### INSTRUCTIONS TO FOLLOW
Take the data below and extract the lines from the one with "1213px,379px 1375px,322px 1343px,322px" to the one with "308px,1458px 343px,1398px 463px,1398px", inclusive, exactly as written.

(Stored records)
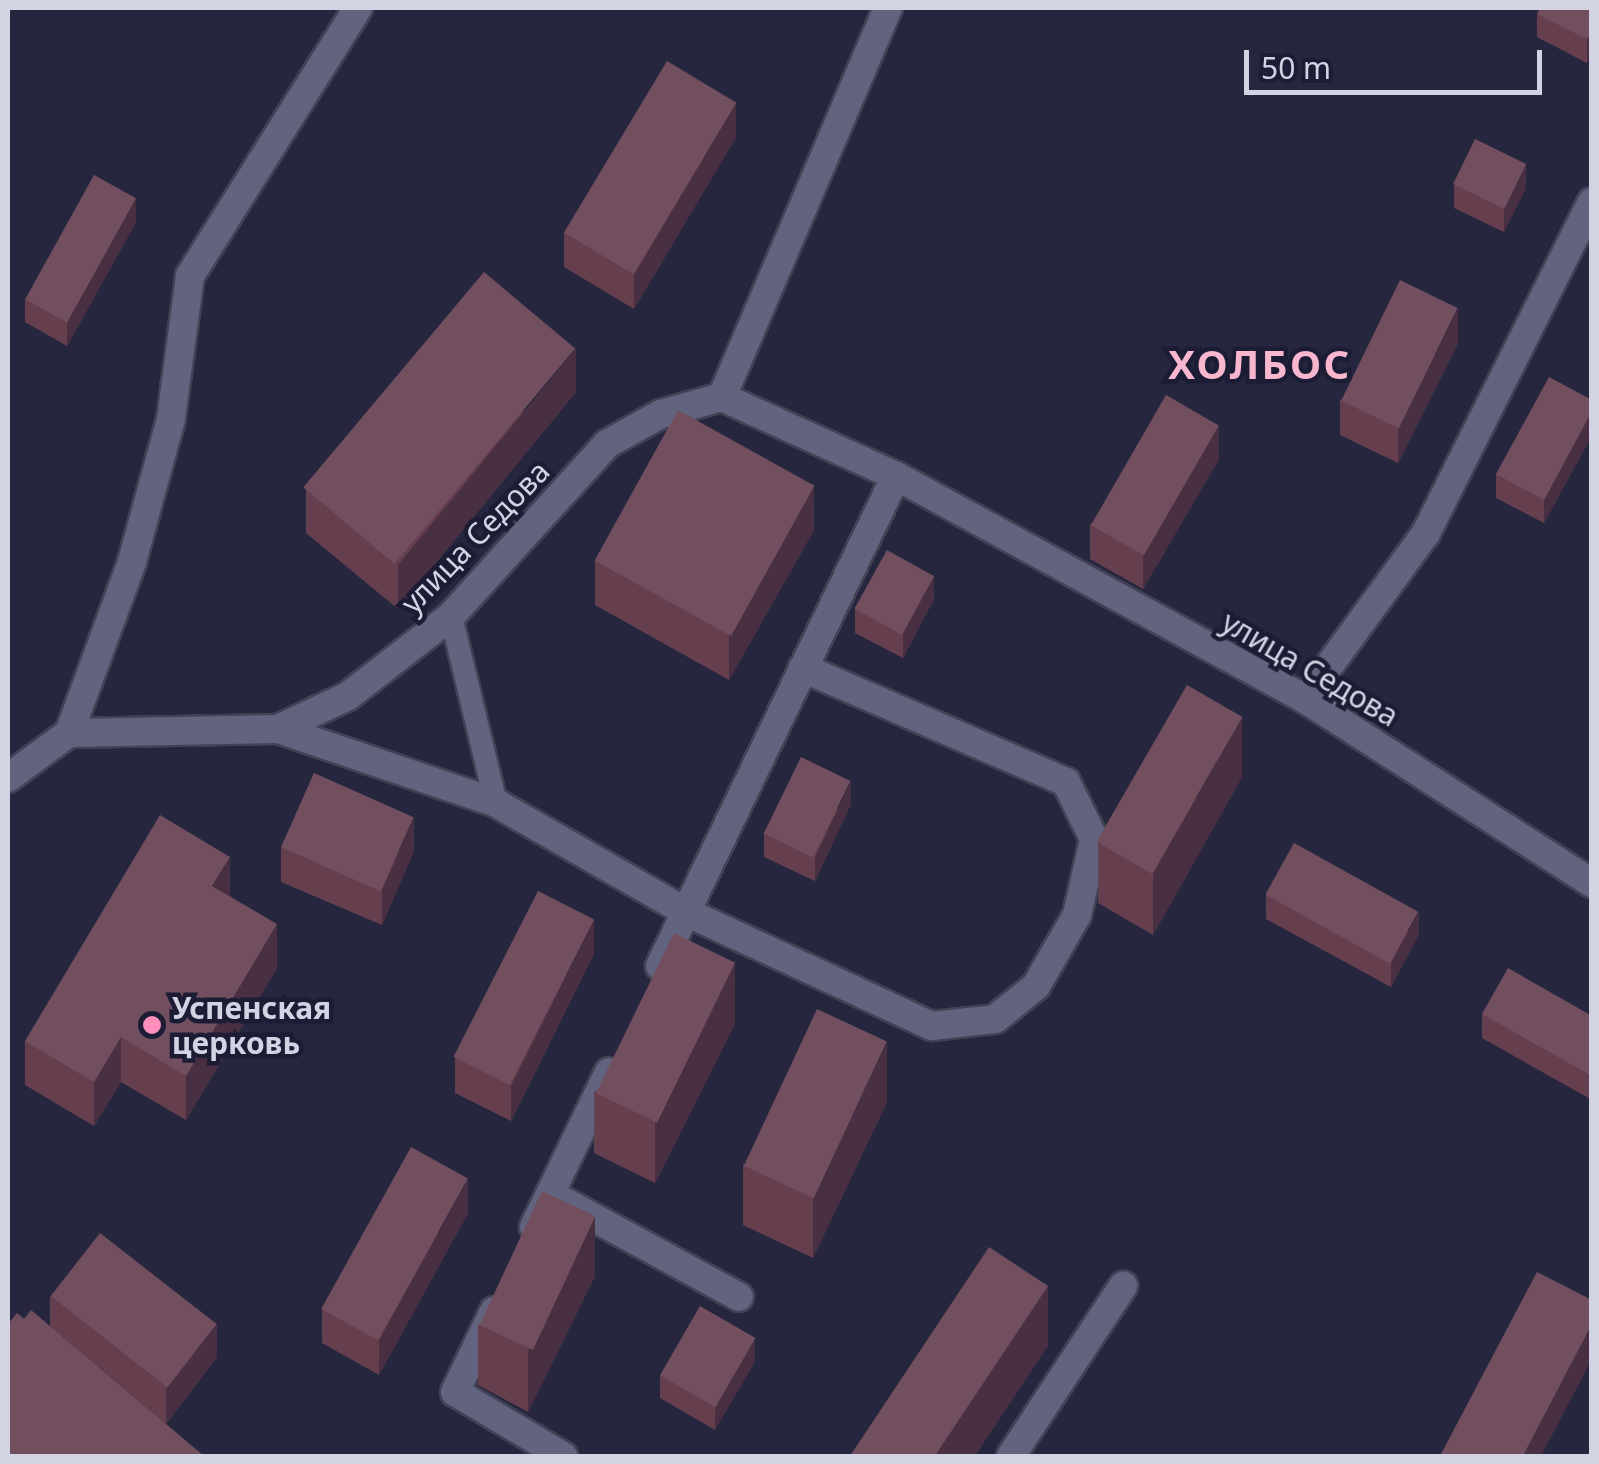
<!DOCTYPE html>
<html>
<head>
<meta charset="utf-8">
<style>
  body { margin:0 }
  #map { position:relative; width:1599px; height:1464px; overflow:hidden; background:#26273f; font-family:"Noto Sans",sans-serif }
  div>[style] { position:absolute }
  .roads { filter:drop-shadow(2px 0 #424257) drop-shadow(-2px 0 #424257) drop-shadow(0 2px #424257) drop-shadow(0 -2px #424257) }
  .service>* { height:22px; margin:-11px; padding:0 11px; transform-origin:11px; border-radius:11px; background:#61637f }
  .minor>* { height:28px; margin:-14px; padding:0 14px; transform-origin:14px; border-radius:14px; background:#61637f }
  .wall>* { inset:0; background:#663f4f }
  .shaded-wall>* { inset:0; background:#482f42 }
  .building>* { inset:0; background:#724f5f; transform-origin:0 0 }
  .dots>* { width:28px; height:28px; translate:-50% -50%; box-sizing:border-box; border:5px solid #1c1d34; border-radius:50% }
  span { translate:-50% -50%; white-space:nowrap; text-align:center; line-height:1.15; -webkit-text-stroke:9px #1c1d34; paint-order:stroke }
  .street-label { font-size:30px; color:#d2d4e4 }
  .poi-label { font-size:30px; color:#d2d4e4; font-weight:700 }
  .left { translate:0 -50%; text-align:left }
  .district-label { font-size:40px; color:#f8b7cf; font-weight:700; letter-spacing:2.5px }
  .frame { position:absolute; inset:0; border:10px solid #d2d4e4; pointer-events:none }
  .scale { position:absolute; left:1244px; top:50px; width:298px; height:45px; box-sizing:border-box; border:5px solid #d2d4e4; border-top:0; padding-left:12px; font-size:30px; line-height:35px; white-space:nowrap; color:#d2d4e4; -webkit-text-stroke:8px #1c1d34; paint-order:stroke }
</style>
</head>
<body>
<div id="map">
  <div class="roads">
    <div class="service">
      <i style="left:451px;top:616px;width:192px;rotate:76.5deg"></i>
    </div>
    <div class="minor">
      <i style="left:358px;top:8px;width:316px;rotate:122.1deg"></i>
      <i style="left:190px;top:276px;width:144px;rotate:97.6deg"></i>
      <i style="left:171px;top:419px;width:148px;rotate:105.3deg"></i>
      <i style="left:132px;top:562px;width:182px;rotate:110.2deg"></i>
      <i style="left:69px;top:733px;width:209px;rotate:-1.1deg"></i>
      <i style="left:278px;top:729px;width:77px;rotate:-25.2deg"></i>
      <i style="left:348px;top:696px;width:130px;rotate:-37.8deg"></i>
      <i style="left:451px;top:616px;width:232px;rotate:-47.8deg"></i>
      <i style="left:607px;top:444px;width:62px;rotate:-29.1deg"></i>
      <i style="left:661px;top:414px;width:63px;rotate:-15.6deg"></i>
      <i style="left:722px;top:397px;width:191px;rotate:24.4deg"></i>
      <i style="left:896px;top:476px;width:466px;rotate:28.6deg"></i>
      <i style="left:1305px;top:699px;width:341px;rotate:32.7deg"></i>
      <i style="left:722px;top:397px;width:423px;rotate:-66.9deg"></i>
      <i style="left:1305px;top:699px;width:205px;rotate:-53.9deg"></i>
      <i style="left:1426px;top:533px;width:370px;rotate:-63.4deg"></i>
      <i style="left:278px;top:729px;width:230px;rotate:18.7deg"></i>
      <i style="left:496px;top:803px;width:219px;rotate:29.8deg"></i>
      <i style="left:686px;top:912px;width:271px;rotate:24.9deg"></i>
      <i style="left:932px;top:1026px;width:63px;rotate:-6.3deg"></i>
      <i style="left:995px;top:1019px;width:53px;rotate:-38.8deg"></i>
      <i style="left:1036px;top:986px;width:82px;rotate:-60deg"></i>
      <i style="left:1077px;top:915px;width:78px;rotate:-77.4deg"></i>
      <i style="left:1094px;top:839px;width:64px;rotate:-116.2deg"></i>
      <i style="left:1066px;top:782px;width:287px;rotate:-156.6deg"></i>
      <i style="left:8px;top:778px;width:76px;rotate:-36.4deg"></i>
      <i style="left:660px;top:966px;width:544px;rotate:-64.28deg"></i>
      <i style="left:565px;top:1202px;width:198px;rotate:28.6deg"></i>
      <i style="left:534px;top:1227px;width:172px;rotate:-64.2deg"></i>
      <i style="left:494px;top:1311px;width:90px;rotate:115.7deg"></i>
      <i style="left:455px;top:1392px;width:126px;rotate:30.7deg"></i>
      <i style="left:1011px;top:1456px;width:204px;rotate:-56.6deg"></i>
    </div>
  </div>
  <div class="wall">
    <i style="clip-path:polygon(1592px 8px,1587px 63px,1537px 37px,1537px 14px)"></i>
    <i style="clip-path:polygon(736px 137px,634px 309px,564px 267px,564px 233px)"></i>
    <i style="clip-path:polygon(1454px 184px,1526px 188px,1504px 232px,1454px 208px)"></i>
    <i style="clip-path:polygon(136px 222px,67px 346px,25px 322px,25px 299px)"></i>
    <i style="clip-path:polygon(1458px 343px,1398px 463px,1340px 435px,1340px 400px)"></i>
    <i style="clip-path:polygon(576px 392px,398px 609px,306px 533px,306px 489px)"></i>
    <i style="clip-path:polygon(1592px 400px,1592px 435px,1544px 523px,1496px 498px,1496px 474px)"></i>
    <i style="clip-path:polygon(1219px 459px,1143px 589px,1090px 559px,1090px 524px)"></i>
    <i style="clip-path:polygon(814px 530px,729px 680px,595px 605px,595px 561px)"></i>
    <i style="clip-path:polygon(934px 599px,903px 658px,855px 633px,855px 609px)"></i>
    <i style="clip-path:polygon(1242px 777px,1153px 935px,1098px 903px,1098px 843px)"></i>
    <i style="clip-path:polygon(851px 804px,815px 881px,764px 857px,764px 833px)"></i>
    <i style="clip-path:polygon(281px 847px,414px 851px,382px 925px,281px 882px)"></i>
    <i style="clip-path:polygon(1266px 895px,1419px 934px,1391px 987px,1266px 919px)"></i>
    <i style="clip-path:polygon(230px 896px,277px 968px,186px 1120px,121px 1082px,94px 1126px,25px 1085px,25px 1041px)"></i>
    <i style="clip-path:polygon(594px 954px,511px 1121px,455px 1093px,455px 1058px)"></i>
    <i style="clip-path:polygon(1482px 1014px,1592px 1016px,1592px 1100px,1482px 1038px)"></i>
    <i style="clip-path:polygon(735px 1024px,655px 1183px,594px 1153px,594px 1092px)"></i>
    <i style="clip-path:polygon(887px 1102px,813px 1258px,743px 1225px,743px 1165px)"></i>
    <i style="clip-path:polygon(468px 1213px,379px 1375px,322px 1343px,322px 1309px)"></i>
    <i style="clip-path:polygon(595px 1276px,528px 1412px,478px 1385px,478px 1325px)"></i>
    <i style="clip-path:polygon(50px 1296px,217px 1357px,166px 1424px,50px 1326px)"></i>
    <i style="clip-path:polygon(755px 1361px,715px 1430px,660px 1398px,660px 1375px)"></i>
  </div>
  <div class="shaded-wall">
    <i style="clip-path:polygon(1592px 31px,1592px 54px,1587px 63px,1587px 39px)"></i>
    <i style="clip-path:polygon(736px 103px,736px 137px,634px 309px,634px 275px)"></i>
    <i style="clip-path:polygon(1526px 164px,1526px 188px,1504px 232px,1504px 209px)"></i>
    <i style="clip-path:polygon(136px 198px,136px 222px,67px 346px,67px 322px)"></i>
    <i style="clip-path:polygon(1458px 308px,1458px 343px,1398px 463px,1398px 429px)"></i>
    <i style="clip-path:polygon(10px 321px,10px 345px,8px 349px,8px 325px)"></i>
    <i style="clip-path:polygon(576px 348px,576px 392px,398px 609px,398px 565px)"></i>
    <i style="clip-path:polygon(1592px 411px,1592px 435px,1544px 523px,1544px 500px)"></i>
    <i style="clip-path:polygon(1219px 425px,1219px 459px,1143px 589px,1143px 555px)"></i>
    <i style="clip-path:polygon(814px 486px,814px 530px,729px 680px,729px 636px)"></i>
    <i style="clip-path:polygon(934px 576px,934px 599px,903px 658px,903px 634px)"></i>
    <i style="clip-path:polygon(1242px 717px,1242px 777px,1153px 935px,1153px 874px)"></i>
    <i style="clip-path:polygon(851px 781px,851px 804px,815px 881px,815px 857px)"></i>
    <i style="clip-path:polygon(414px 817px,414px 851px,382px 925px,382px 890px)"></i>
    <i style="clip-path:polygon(230px 857px,230px 901px,212px 886px)"></i>
    <i style="clip-path:polygon(1419px 911px,1419px 934px,1391px 987px,1391px 963px)"></i>
    <i style="clip-path:polygon(594px 919px,594px 954px,511px 1121px,511px 1086px)"></i>
    <i style="clip-path:polygon(277px 924px,277px 968px,186px 1120px,186px 1076px)"></i>
    <i style="clip-path:polygon(735px 963px,735px 1024px,655px 1183px,655px 1123px)"></i>
    <i style="clip-path:polygon(121px 1037px,121px 1082px,94px 1126px,94px 1082px)"></i>
    <i style="clip-path:polygon(887px 1042px,887px 1102px,813px 1258px,813px 1198px)"></i>
    <i style="clip-path:polygon(468px 1179px,468px 1213px,379px 1375px,379px 1340px)"></i>
    <i style="clip-path:polygon(595px 1216px,595px 1276px,528px 1412px,528px 1351px)"></i>
    <i style="clip-path:polygon(1048px 1286px,1048px 1346px,975px 1456px,935px 1456px)"></i>
    <i style="clip-path:polygon(217px 1323px,217px 1357px,166px 1424px,166px 1389px)"></i>
    <i style="clip-path:polygon(1592px 1324px,1592px 1359px,1541px 1456px,1523px 1456px)"></i>
    <i style="clip-path:polygon(755px 1338px,755px 1361px,715px 1430px,715px 1406px)"></i>
  </div>
  <div class="building">
    <i style="clip-path:polygon(1540px 8px,1592px 8px,1592px 31px,1587px 39px,1537px 14px)"></i>
    <i style="left:667px;top:61px;width:81px;height:200px;rotate:31deg"></i>
    <i style="left:1475px;top:139px;width:57px;height:50px;rotate:26deg"></i>
    <i style="left:94px;top:175px;width:48px;height:142px;rotate:29deg"></i>
    <i style="left:484px;top:272px;width:119px;height:281px;rotate:40deg"></i>
    <i style="left:1400px;top:280px;width:64px;height:134px;rotate:26deg"></i>
    <i style="clip-path:polygon(1549px 377px,1592px 400px,1592px 411px,1544px 500px,1496px 474px)"></i>
    <i style="left:1166px;top:395px;width:61px;height:150px;rotate:30deg"></i>
    <i style="left:678px;top:410px;width:156px;height:172px;rotate:29deg"></i>
    <i style="left:887px;top:550px;width:54px;height:67px;rotate:29deg"></i>
    <i style="left:1187px;top:685px;width:64px;height:181px;rotate:30deg"></i>
    <i style="left:801px;top:757px;width:55px;height:85px;rotate:26deg"></i>
    <i style="left:314px;top:773px;width:109px;height:81px;rotate:24deg"></i>
    <i style="clip-path:polygon(160px 815px,230px 857px,212px 886px,277px 924px,186px 1076px,121px 1037px,94px 1082px,25px 1041px)"></i>
    <i style="left:1294px;top:843px;width:142px;height:59px;rotate:29deg"></i>
    <i style="left:538px;top:891px;width:63px;height:186px;rotate:27deg"></i>
    <i style="left:674px;top:933px;width:68px;height:178px;rotate:26deg"></i>
    <i style="clip-path:polygon(1508px 968px,1592px 1016px,1592px 1076px,1482px 1014px)"></i>
    <i style="left:817px;top:1009px;width:77px;height:173px;rotate:25deg"></i>
    <i style="left:411px;top:1147px;width:65px;height:185px;rotate:29deg"></i>
    <i style="left:542px;top:1191px;width:59px;height:148px;rotate:25deg"></i>
    <i style="left:100px;top:1233px;width:148px;height:80px;rotate:38deg"></i>
    <i style="clip-path:polygon(989px 1247px,1048px 1286px,935px 1456px,850px 1456px)"></i>
    <i style="clip-path:polygon(1537px 1272px,1592px 1300px,1592px 1324px,1523px 1456px,1440px 1456px)"></i>
    <i style="left:700px;top:1306px;width:64px;height:80px;rotate:30deg"></i>
    <i style="clip-path:polygon(31px 1310px,204px 1456px,8px 1456px,8px 1324px,17px 1313px,24px 1319px)"></i>
  </div>
  <div class="dots">
    <i style="left:152px;top:1025px;background:#fe8ebc"></i>
  </div>
  <div class="street-label">
    <span style="left:475px;top:537px;rotate:-46deg">улица Седова</span>
    <span style="left:1310px;top:669px;rotate:30deg">улица Седова</span>
  </div>
  <div class="poi-label">
    <span class="left" style="left:172px;top:1025px">Успенская<br>церковь</span>
  </div>
  <div class="district-label">
    <span style="left:1260px;top:364px">ХОЛБОС</span>
  </div>
  <div class="frame"></div>
  <div class="scale">50 m</div>
</div>
</body>
</html>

### SOLUTION FOR THIS TASK
    <i style="clip-path:polygon(468px 1213px,379px 1375px,322px 1343px,322px 1309px)"></i>
    <i style="clip-path:polygon(595px 1276px,528px 1412px,478px 1385px,478px 1325px)"></i>
    <i style="clip-path:polygon(50px 1296px,217px 1357px,166px 1424px,50px 1326px)"></i>
    <i style="clip-path:polygon(755px 1361px,715px 1430px,660px 1398px,660px 1375px)"></i>
  </div>
  <div class="shaded-wall">
    <i style="clip-path:polygon(1592px 31px,1592px 54px,1587px 63px,1587px 39px)"></i>
    <i style="clip-path:polygon(736px 103px,736px 137px,634px 309px,634px 275px)"></i>
    <i style="clip-path:polygon(1526px 164px,1526px 188px,1504px 232px,1504px 209px)"></i>
    <i style="clip-path:polygon(136px 198px,136px 222px,67px 346px,67px 322px)"></i>
    <i style="clip-path:polygon(1458px 308px,1458px 343px,1398px 463px,1398px 429px)"></i>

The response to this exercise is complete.